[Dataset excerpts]
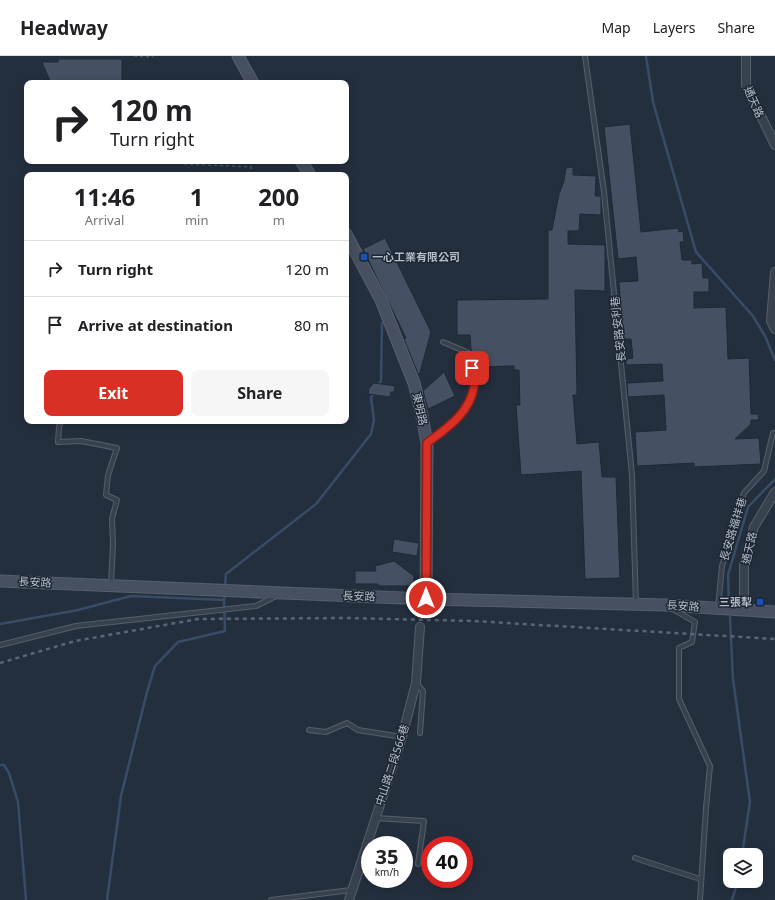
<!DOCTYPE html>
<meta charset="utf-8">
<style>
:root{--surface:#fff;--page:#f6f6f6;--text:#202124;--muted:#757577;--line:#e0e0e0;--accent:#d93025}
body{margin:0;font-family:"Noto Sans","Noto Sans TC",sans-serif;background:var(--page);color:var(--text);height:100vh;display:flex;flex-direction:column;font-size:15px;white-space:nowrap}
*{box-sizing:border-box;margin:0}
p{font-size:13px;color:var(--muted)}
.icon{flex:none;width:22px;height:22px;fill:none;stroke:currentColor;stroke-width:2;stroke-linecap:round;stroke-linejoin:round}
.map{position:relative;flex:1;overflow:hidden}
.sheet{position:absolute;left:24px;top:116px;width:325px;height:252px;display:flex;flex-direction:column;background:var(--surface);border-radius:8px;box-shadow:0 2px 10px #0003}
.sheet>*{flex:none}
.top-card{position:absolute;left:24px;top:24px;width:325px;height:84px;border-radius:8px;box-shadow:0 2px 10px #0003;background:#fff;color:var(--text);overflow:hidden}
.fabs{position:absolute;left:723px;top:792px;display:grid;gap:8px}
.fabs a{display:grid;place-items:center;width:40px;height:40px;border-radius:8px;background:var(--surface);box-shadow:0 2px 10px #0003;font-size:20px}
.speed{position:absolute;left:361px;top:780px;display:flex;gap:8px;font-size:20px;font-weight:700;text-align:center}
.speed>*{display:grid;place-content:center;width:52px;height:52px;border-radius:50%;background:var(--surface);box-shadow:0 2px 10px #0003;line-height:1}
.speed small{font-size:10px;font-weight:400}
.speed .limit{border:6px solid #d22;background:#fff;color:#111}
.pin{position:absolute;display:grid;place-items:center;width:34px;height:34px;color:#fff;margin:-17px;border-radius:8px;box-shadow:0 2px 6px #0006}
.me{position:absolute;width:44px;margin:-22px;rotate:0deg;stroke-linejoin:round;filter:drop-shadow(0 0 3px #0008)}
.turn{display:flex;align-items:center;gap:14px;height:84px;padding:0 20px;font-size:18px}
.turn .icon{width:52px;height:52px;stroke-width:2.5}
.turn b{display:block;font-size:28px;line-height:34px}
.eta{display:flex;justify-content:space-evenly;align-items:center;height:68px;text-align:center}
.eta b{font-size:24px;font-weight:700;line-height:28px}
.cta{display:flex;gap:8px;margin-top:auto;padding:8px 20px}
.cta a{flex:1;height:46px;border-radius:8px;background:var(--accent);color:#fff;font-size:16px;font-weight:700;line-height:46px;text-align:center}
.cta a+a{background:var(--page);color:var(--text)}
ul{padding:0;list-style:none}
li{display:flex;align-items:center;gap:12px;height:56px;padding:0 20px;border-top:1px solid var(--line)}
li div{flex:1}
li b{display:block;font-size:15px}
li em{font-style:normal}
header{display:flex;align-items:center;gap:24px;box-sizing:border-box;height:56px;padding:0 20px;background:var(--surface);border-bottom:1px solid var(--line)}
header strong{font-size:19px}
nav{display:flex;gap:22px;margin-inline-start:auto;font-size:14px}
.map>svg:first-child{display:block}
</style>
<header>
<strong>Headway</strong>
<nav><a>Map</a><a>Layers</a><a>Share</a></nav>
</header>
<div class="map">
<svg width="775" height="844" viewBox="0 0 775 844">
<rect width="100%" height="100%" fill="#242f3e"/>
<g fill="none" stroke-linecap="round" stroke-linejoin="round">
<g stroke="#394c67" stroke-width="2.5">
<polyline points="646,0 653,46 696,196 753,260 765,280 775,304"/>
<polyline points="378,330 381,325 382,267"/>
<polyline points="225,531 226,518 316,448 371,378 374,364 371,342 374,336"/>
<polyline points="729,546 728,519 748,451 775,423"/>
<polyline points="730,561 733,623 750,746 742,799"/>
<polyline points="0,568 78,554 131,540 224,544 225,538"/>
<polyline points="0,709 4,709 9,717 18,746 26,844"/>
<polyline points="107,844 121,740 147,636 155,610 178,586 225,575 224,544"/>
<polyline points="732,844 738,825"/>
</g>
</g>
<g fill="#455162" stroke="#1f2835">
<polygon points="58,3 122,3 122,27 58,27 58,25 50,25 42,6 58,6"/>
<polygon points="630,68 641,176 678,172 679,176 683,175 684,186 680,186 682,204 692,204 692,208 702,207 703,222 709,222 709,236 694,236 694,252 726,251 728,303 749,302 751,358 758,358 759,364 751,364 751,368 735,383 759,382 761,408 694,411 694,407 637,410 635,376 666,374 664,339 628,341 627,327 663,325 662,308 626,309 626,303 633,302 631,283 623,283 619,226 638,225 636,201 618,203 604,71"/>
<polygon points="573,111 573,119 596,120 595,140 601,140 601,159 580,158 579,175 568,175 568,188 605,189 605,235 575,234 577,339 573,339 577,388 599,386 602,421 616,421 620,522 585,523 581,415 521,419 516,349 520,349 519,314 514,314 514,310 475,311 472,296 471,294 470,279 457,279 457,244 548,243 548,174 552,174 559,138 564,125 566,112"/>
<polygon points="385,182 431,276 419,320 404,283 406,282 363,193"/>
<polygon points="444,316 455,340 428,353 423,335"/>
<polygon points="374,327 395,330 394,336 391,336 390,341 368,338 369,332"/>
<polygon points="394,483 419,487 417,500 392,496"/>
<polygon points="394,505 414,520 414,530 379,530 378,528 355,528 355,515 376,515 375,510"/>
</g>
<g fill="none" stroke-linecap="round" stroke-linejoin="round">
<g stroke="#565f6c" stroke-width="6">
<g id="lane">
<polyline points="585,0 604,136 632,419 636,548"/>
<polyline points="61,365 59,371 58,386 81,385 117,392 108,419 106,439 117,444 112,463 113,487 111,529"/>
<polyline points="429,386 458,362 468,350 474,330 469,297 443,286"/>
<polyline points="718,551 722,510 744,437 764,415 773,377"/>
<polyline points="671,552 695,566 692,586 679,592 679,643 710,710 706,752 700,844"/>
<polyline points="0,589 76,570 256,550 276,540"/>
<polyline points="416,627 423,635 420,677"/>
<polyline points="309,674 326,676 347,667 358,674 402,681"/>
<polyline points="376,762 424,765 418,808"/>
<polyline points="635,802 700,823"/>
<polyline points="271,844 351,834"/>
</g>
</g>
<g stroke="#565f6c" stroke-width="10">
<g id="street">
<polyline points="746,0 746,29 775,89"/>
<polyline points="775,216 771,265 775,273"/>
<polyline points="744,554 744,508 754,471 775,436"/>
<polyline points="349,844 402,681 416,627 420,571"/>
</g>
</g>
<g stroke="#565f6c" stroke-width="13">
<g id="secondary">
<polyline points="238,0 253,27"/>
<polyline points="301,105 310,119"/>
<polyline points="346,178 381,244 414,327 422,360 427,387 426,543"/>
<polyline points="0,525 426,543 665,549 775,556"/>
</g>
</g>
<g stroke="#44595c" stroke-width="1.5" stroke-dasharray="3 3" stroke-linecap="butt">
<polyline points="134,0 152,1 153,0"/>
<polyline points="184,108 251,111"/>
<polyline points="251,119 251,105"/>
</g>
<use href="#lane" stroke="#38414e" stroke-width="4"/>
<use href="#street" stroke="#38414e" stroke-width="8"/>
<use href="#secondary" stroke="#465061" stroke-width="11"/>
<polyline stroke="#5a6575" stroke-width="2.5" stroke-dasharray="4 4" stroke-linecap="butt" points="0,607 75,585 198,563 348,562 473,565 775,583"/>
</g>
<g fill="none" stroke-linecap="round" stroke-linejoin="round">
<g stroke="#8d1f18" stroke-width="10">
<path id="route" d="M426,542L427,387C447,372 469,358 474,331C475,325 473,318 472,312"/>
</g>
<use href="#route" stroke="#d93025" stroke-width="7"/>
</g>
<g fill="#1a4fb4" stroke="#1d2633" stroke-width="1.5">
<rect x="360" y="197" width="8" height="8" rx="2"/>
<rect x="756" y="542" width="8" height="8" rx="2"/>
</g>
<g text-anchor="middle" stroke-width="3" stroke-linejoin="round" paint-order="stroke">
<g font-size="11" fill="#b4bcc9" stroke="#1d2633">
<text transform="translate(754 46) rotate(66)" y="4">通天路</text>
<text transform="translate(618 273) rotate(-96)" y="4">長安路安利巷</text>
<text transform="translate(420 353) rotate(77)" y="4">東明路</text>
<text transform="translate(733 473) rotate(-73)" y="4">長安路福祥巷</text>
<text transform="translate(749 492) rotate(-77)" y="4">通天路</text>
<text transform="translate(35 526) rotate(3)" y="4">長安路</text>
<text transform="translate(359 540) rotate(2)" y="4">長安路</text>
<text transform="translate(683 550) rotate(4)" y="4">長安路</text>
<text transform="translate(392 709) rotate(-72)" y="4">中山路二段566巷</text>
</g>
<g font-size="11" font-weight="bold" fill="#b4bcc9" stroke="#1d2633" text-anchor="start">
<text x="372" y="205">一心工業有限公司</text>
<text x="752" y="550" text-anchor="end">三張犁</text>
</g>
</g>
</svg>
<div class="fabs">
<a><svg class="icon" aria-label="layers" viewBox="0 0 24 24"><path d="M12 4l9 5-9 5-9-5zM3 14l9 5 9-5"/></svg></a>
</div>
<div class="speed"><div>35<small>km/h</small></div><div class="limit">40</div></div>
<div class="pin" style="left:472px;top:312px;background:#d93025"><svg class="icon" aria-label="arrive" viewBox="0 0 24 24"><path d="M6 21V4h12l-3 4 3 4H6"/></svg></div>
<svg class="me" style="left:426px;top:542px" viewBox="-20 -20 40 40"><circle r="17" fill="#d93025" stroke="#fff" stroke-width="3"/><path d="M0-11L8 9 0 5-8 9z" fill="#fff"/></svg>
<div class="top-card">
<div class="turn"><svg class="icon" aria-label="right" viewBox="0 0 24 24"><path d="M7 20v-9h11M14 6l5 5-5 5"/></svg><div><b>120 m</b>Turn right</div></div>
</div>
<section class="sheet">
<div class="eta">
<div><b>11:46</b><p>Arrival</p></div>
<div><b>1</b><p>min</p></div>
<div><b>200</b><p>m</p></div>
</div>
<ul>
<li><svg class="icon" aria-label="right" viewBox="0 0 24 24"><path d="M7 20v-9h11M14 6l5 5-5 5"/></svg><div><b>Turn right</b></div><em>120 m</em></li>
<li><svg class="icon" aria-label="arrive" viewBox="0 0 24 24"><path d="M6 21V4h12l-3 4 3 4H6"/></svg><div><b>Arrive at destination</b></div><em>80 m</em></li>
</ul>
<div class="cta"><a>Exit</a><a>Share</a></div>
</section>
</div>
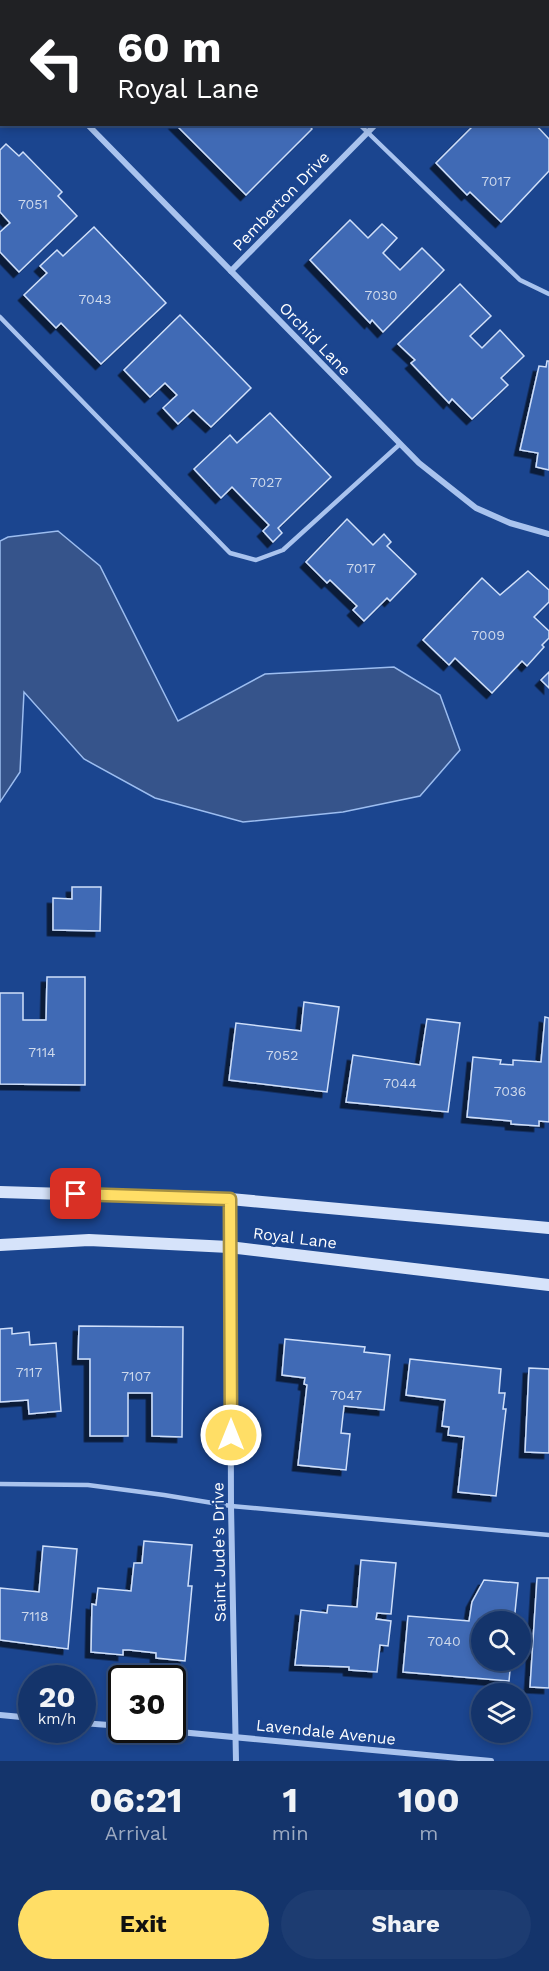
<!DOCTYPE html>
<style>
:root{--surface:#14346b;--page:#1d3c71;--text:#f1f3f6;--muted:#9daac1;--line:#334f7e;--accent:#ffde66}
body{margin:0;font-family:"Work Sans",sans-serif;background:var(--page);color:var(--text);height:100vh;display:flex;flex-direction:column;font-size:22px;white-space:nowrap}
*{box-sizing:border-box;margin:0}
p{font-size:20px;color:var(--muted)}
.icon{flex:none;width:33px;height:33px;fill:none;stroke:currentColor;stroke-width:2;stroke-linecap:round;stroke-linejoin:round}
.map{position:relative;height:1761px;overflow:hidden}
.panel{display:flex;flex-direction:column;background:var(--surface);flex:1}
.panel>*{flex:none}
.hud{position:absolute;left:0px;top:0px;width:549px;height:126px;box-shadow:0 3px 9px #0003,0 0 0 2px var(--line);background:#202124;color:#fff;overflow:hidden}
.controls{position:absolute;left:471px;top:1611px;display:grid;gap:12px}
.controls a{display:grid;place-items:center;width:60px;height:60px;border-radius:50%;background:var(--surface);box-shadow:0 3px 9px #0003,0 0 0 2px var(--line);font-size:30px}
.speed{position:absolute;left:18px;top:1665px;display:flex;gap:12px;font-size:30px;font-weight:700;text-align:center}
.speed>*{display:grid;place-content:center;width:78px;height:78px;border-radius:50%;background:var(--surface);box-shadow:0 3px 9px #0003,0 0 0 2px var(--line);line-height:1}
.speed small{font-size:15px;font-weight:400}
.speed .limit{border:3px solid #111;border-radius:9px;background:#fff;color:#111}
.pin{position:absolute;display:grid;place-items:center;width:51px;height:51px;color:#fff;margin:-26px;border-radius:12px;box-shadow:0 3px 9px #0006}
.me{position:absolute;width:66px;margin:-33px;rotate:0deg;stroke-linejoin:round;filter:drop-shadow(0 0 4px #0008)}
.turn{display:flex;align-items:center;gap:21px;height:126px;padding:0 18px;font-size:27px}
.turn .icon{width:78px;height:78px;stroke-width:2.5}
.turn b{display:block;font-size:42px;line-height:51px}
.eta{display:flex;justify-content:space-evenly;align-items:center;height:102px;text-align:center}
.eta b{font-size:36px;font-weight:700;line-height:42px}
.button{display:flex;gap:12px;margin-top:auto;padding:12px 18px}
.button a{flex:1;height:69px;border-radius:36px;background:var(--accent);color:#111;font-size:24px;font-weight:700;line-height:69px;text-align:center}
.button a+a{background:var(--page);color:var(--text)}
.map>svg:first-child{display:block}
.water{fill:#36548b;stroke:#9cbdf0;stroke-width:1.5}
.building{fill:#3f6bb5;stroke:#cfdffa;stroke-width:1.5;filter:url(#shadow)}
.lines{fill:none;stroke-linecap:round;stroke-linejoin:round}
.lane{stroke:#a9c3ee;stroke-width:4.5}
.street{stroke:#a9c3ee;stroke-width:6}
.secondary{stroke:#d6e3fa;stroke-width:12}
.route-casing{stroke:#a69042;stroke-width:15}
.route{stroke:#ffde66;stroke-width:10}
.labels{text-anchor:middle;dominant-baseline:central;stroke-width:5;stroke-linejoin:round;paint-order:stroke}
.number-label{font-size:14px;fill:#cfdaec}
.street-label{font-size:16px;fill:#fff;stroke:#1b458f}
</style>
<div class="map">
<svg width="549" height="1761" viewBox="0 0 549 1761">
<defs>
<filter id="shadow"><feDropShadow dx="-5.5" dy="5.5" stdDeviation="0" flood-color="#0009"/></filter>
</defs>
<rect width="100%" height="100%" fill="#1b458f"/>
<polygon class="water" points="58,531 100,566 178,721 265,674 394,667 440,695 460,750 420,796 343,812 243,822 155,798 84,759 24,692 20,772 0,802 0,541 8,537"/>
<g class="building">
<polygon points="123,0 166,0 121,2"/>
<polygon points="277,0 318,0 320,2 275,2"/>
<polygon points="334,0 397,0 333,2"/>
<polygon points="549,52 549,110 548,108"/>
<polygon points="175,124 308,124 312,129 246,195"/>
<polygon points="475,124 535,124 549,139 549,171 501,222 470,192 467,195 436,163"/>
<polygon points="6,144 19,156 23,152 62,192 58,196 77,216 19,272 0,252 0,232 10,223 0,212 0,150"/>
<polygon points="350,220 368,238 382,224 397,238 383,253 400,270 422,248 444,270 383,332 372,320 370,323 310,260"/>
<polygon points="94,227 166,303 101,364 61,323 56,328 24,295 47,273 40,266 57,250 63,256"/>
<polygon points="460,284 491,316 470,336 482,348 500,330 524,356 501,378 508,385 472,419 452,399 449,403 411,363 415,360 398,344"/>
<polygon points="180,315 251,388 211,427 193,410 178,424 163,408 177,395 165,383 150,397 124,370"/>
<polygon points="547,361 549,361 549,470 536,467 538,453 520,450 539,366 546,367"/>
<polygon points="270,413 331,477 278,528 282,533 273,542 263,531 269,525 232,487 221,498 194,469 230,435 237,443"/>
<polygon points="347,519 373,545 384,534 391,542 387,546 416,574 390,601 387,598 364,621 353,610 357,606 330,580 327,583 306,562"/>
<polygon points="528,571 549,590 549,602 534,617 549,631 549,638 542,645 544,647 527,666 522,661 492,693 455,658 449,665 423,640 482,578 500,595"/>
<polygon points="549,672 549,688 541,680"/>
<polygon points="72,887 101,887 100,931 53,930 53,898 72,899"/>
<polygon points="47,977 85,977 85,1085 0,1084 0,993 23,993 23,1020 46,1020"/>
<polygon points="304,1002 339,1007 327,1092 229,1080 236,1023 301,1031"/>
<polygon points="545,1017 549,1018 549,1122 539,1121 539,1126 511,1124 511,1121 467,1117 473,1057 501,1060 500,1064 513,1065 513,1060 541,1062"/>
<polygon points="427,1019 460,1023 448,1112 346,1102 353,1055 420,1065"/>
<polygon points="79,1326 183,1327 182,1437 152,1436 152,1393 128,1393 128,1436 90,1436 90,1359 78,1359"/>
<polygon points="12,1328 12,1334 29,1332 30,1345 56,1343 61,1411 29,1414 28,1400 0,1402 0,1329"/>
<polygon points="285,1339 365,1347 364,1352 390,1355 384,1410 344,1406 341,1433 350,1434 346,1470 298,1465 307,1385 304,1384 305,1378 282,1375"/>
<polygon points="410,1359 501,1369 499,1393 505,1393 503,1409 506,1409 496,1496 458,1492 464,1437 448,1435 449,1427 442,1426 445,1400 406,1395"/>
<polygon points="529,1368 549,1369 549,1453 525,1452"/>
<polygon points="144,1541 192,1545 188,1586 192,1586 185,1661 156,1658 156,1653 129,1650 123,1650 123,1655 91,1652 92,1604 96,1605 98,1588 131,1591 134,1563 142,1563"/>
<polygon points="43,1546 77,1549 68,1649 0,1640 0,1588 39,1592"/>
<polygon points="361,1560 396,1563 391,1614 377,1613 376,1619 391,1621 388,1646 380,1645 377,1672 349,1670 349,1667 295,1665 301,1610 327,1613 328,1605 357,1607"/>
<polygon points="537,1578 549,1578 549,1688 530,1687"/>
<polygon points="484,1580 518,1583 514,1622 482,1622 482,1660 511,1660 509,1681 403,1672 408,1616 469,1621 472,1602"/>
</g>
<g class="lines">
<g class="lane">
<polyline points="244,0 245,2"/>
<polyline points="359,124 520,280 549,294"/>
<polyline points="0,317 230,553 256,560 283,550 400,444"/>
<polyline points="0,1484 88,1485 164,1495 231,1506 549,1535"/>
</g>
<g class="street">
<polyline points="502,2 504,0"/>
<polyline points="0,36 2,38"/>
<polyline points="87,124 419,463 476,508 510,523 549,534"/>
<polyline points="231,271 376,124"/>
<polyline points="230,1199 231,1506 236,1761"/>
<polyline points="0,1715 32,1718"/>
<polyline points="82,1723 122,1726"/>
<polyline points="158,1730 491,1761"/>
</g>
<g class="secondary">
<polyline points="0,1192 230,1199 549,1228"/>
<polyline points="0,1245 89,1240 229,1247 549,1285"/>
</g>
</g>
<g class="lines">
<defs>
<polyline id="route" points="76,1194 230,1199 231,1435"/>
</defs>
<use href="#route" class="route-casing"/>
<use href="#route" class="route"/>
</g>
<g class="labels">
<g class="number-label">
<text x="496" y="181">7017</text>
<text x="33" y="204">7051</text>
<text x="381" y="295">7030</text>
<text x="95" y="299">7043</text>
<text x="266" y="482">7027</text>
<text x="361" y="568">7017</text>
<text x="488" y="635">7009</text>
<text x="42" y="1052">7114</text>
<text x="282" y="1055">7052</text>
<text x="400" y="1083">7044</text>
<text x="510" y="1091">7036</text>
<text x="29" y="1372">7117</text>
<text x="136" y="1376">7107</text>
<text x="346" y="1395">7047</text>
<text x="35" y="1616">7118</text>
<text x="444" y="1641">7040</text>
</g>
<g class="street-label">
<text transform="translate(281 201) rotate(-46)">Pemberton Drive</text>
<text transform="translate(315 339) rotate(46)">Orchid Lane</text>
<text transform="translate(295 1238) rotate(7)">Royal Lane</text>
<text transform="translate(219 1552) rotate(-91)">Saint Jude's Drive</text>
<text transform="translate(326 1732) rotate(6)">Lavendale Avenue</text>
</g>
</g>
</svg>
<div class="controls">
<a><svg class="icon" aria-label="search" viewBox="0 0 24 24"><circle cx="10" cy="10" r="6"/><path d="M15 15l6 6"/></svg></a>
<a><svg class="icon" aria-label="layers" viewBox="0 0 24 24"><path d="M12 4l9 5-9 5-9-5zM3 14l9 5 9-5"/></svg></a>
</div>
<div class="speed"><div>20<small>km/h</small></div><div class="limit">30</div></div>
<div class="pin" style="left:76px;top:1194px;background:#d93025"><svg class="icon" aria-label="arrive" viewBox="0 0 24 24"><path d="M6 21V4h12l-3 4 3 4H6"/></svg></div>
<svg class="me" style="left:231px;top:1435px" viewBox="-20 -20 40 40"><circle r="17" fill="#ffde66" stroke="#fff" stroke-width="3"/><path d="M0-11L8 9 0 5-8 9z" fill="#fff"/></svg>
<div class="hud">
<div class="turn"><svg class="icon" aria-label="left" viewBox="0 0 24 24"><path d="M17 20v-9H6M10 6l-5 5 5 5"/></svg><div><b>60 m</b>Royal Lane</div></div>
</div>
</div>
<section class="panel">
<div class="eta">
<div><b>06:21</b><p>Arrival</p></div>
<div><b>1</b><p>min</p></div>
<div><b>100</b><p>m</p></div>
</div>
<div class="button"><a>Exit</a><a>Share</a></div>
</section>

> Instructions for the task: Which lines in the data above hold the string "justify"? Show each one.

> Answer below:
.eta{display:flex;justify-content:space-evenly;align-items:center;height:68px;text-align:center}
.eta{display:flex;justify-content:space-evenly;align-items:center;height:102px;text-align:center}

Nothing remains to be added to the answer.